Made some changes for "auto compaction"
I am a newbie in C programming
This is just for discussion, not tested nor compiled yet

https://github.com/ruby/ruby/compare/trunk...PikachuEXE:feature/gc-compact/pika


----------------------------------------
Feature #15626: Manual Compaction for MRI's GC (`GC.compact`)
https://bugs.ruby-lang.org/issues/15626#change-77217

* Author: tenderlovemaking (Aaron Patterson)
* Status: Open
* Priority: Normal
* Assignee: 
* Target version: 
----------------------------------------
Hi,

I've attached a patch that implements a compactor for MRI.  I'll try to describe the patch in detail below, but the biggest user facing changes are:

1. A new method `GC.compact` that can be called from Ruby
2. C extensions have a new "after compaction" callback they can register
3. Introduction of new marking functions that allow objects to be marked, but not "pinned" to the same location
4. A function to get the new location of an object (to be used from the "after compaction" callback)

# Compactor for RGenGC

This document describes the compactor implementation for RGenGC.  This patch
adds a new method to Ruby, `GC.compact` which will compact the objects in the
heap.  What follows is a description of the algorithm, along with achievements
and technical challenges.

## Steps for Compaction

These are the high level steps taken in `GC.compact` are as follows:

1. Full GC
2. Move objects
3. Update references
4. Full GC

### Step One, Full GC

Not all objects in Ruby's heap can move.  In particular, C extensions may hold
references to VALUE pointers.  If the VALUE pointers move, the C extension may
not be able to find them and will get a SEGV or possibly wrong data.

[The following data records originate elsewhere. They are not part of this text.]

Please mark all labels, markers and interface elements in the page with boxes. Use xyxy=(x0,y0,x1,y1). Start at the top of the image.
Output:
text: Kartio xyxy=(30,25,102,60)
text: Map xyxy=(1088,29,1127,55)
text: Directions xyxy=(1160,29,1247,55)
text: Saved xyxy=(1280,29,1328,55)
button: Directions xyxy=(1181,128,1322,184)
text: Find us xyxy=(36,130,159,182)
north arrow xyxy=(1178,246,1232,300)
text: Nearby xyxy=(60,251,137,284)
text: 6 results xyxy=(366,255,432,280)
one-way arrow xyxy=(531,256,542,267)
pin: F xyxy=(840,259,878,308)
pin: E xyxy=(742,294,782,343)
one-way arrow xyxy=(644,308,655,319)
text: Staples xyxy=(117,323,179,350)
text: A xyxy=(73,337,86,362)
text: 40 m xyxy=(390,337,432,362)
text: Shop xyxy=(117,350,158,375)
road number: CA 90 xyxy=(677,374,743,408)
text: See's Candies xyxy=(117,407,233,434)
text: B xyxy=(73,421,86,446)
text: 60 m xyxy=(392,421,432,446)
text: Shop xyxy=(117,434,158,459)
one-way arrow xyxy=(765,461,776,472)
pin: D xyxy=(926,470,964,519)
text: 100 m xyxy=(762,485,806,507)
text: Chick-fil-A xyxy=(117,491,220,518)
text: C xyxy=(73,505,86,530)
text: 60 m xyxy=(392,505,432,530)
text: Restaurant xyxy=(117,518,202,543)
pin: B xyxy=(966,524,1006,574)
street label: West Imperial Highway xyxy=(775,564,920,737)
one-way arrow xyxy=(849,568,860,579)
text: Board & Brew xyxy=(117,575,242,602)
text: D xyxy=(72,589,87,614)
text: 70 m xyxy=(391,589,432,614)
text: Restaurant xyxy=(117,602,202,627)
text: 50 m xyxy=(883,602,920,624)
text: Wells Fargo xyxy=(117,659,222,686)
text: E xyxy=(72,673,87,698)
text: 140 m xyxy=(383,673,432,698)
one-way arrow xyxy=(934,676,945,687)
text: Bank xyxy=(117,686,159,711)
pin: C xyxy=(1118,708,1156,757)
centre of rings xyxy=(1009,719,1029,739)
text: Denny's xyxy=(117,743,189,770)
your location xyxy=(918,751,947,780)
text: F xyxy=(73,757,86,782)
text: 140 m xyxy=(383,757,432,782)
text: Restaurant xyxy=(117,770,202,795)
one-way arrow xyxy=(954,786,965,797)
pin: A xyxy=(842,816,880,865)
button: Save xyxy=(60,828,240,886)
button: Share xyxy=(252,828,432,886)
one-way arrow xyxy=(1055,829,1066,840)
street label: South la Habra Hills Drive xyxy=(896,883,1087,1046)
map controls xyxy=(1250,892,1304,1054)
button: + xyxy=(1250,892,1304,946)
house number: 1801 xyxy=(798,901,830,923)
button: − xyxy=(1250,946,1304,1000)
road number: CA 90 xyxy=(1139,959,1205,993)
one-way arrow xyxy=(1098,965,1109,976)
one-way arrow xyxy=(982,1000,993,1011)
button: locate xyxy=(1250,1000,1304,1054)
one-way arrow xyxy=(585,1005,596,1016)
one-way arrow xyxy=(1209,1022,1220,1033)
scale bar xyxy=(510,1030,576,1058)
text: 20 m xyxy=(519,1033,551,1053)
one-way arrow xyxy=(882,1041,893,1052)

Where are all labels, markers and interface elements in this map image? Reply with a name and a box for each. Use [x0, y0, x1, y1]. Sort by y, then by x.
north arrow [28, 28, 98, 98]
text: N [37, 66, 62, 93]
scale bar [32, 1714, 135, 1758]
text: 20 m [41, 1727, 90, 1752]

To prevent this, a new "pinning" table was introduced.  Any object marked via
`rb_gc_mark` is "pinned" and is not allowed to move.  C extensions must mark
their references in order to keep them alive.  Since C extensions use
`rb_gc_mark` to mark a reference, we know not to move that reference.  In order
to ensure all references get marked, we perform a full GC.

New functions, `rb_gc_mark_no_pin`, etc were introduced and used internally.
These functions keeps the object alive but without pinning the reference.

Summary: Perform a full GC so that objects marked with `rb_gc_mark` do not move.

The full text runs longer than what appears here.